Most of the students are still outside, crowding around Liam and his pack of dickheads, hoping if they laugh loud enough, he’ll look their way.
I slip into the seat under the stairwell and drop my bags at my feet. It’s quieter here, if only for a second.
The quiet doesn’t last.
Lockers slam.
Voices blur.
The hallway fills with sound. Laughter, footsteps, someone yelling about a test.
I stare at the tiles.
One’s chipped, right at the edge of my shoe. I count the cracks. Try to think. Try to breathe, rack my brain for a plan that doesn’t end with me curled up sleeping behind a dumpster tonight.
“There you are,” Cassie says, all bright and grinning like the world isn’t falling apart. “Happy birthday, bitch. Where were you this morning?”
She slides into the seat beside me, all ease and habit, as if this were another day. Her arm slips through mine.
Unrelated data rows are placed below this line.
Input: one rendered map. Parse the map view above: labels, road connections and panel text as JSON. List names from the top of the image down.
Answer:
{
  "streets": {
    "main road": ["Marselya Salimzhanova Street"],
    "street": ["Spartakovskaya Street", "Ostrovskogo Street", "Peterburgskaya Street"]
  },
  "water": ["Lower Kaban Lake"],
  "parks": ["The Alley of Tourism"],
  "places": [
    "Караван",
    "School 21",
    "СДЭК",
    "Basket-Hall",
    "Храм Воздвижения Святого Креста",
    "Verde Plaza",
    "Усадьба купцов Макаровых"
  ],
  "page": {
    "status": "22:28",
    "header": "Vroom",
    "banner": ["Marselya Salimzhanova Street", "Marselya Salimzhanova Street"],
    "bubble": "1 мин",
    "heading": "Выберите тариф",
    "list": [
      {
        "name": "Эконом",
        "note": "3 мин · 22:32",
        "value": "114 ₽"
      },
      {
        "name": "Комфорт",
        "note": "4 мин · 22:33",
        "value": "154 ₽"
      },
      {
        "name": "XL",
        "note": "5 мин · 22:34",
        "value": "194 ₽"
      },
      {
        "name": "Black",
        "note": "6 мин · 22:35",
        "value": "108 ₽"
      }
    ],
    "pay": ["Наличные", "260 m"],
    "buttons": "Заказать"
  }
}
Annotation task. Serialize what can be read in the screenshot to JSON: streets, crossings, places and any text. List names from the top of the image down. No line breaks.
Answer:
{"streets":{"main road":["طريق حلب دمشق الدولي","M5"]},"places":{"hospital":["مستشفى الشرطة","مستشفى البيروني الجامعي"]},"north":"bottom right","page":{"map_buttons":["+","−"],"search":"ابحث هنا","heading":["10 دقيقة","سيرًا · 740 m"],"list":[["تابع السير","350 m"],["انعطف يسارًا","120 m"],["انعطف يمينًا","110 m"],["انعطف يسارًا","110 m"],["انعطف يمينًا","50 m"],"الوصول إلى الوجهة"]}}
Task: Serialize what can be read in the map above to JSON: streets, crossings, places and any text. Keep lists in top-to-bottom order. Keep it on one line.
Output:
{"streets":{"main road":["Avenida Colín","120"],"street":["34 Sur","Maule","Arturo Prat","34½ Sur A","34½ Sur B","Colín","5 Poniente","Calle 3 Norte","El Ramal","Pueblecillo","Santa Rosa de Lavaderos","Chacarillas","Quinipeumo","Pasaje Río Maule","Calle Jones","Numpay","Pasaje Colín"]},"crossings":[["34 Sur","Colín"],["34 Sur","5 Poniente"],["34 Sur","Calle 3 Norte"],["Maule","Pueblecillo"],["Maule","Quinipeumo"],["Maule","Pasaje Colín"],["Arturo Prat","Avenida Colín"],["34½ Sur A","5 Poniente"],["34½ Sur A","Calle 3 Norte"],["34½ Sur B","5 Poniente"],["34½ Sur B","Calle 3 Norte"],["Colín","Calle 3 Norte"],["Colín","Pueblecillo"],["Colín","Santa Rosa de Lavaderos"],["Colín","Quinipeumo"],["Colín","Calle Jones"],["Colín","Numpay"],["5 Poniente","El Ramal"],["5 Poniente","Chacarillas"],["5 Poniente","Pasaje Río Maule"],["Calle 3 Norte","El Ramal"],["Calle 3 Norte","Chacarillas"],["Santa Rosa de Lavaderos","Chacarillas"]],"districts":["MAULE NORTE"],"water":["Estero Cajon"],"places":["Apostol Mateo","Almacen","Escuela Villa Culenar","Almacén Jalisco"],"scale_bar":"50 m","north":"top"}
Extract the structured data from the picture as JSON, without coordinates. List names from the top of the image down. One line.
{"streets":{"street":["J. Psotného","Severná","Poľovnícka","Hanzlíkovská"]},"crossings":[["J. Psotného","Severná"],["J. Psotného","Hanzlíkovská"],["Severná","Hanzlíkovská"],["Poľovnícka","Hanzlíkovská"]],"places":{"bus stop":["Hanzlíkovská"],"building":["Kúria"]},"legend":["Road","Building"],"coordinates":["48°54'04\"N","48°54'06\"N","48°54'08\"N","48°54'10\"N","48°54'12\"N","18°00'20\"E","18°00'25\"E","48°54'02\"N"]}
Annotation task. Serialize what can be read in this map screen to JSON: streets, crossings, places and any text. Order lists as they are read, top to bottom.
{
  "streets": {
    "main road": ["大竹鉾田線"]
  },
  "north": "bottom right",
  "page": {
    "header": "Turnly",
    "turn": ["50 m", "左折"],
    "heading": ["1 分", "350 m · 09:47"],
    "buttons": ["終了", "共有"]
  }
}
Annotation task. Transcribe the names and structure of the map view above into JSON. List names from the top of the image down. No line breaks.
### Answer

She doesn’t see the second bag. Not yet.
“We’re doing something tonight,” she says. “Pizza. Cake. A movie. You’re not saying no.”
Her smile is wide, waiting for the version of me she expects to show up.
But I’m not sure that girl still exists.
I shake her off. “Can’t.”
Cassie’s smile falters. Her eyes drop to the duffel at my feet.
“What’s that?”
“All my stuff.” My voice catches. “Dolores kicked me out.”
She blinks, the words not landing yet. “What?”
“She said I’m eighteen now. The government stops paying, so I have to go. Said she’s not running a charity.”
Cassie’s mouth opens, but nothing comes out. Her face looks as if she’s just been slapped.
Finally, she manages, “She can’t… she can’t do that.”
“She can.” I force my voice to steady. “And she did. It’s fine. I’ll figure something out.”
Cassie grabs my arm. “No, it’s not fine. Where are you gonna stay?”
“I said I’ll figure it out.” I yank my arm back, harder than I mean to.
“Sky, stop acting like this is normal—”
“It is normal.” The words come fast, sharp, too loud. “You think I haven’t seen this shit before? You think Dolores didn’t do the same thing to the last three kids? This is what she does. It’s my turn now.”
Cassie flinches, and I hate how much I notice it.
“I’m just trying to help.” Her voice drops, soft and breaking.
“I don’t need your help Cass. I’ve got to start doing things on my own now.”
And that’s the biggest lie I’ve ever told.
The bell rings but it barely cuts through. The sound’s there, but it feels far away, like it’s coming from underwater.
School’s over.
People move, scraping chairs, laughing too loud, but it all washes past me.